Exercise instructions:
Lines containing "check" should be pulled from the material below.

Material for the task:

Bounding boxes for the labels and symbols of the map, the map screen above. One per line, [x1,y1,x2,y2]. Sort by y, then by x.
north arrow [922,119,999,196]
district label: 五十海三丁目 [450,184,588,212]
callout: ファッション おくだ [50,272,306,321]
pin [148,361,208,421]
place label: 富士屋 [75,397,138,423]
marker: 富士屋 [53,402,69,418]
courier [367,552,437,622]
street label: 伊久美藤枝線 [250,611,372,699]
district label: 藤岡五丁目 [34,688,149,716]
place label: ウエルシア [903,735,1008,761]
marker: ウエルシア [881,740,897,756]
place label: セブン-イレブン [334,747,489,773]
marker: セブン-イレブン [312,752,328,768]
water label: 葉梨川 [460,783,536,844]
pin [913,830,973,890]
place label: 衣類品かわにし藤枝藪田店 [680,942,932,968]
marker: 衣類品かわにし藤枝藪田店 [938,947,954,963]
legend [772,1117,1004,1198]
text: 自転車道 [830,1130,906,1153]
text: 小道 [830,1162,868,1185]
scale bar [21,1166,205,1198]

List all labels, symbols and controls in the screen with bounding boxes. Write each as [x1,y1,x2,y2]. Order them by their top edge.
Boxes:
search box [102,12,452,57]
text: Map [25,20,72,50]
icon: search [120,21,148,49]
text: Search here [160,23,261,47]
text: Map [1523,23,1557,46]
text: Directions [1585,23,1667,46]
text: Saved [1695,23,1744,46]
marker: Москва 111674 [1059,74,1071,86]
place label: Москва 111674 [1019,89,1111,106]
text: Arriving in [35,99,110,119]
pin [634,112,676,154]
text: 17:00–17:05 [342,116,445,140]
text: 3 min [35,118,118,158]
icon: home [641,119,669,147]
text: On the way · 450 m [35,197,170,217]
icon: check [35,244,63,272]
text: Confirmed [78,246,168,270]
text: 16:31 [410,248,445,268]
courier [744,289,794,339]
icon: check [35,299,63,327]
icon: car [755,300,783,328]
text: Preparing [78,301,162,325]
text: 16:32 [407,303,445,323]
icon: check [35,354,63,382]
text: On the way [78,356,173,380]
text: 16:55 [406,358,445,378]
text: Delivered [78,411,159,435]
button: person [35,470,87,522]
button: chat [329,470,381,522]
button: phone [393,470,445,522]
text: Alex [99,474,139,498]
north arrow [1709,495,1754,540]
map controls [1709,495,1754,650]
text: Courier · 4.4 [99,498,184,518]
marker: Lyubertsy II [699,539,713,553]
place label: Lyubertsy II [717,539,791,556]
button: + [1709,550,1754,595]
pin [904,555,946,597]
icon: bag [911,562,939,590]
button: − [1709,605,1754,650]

Solution:
icon: check [35,244,63,272]
icon: check [35,299,63,327]
icon: check [35,354,63,382]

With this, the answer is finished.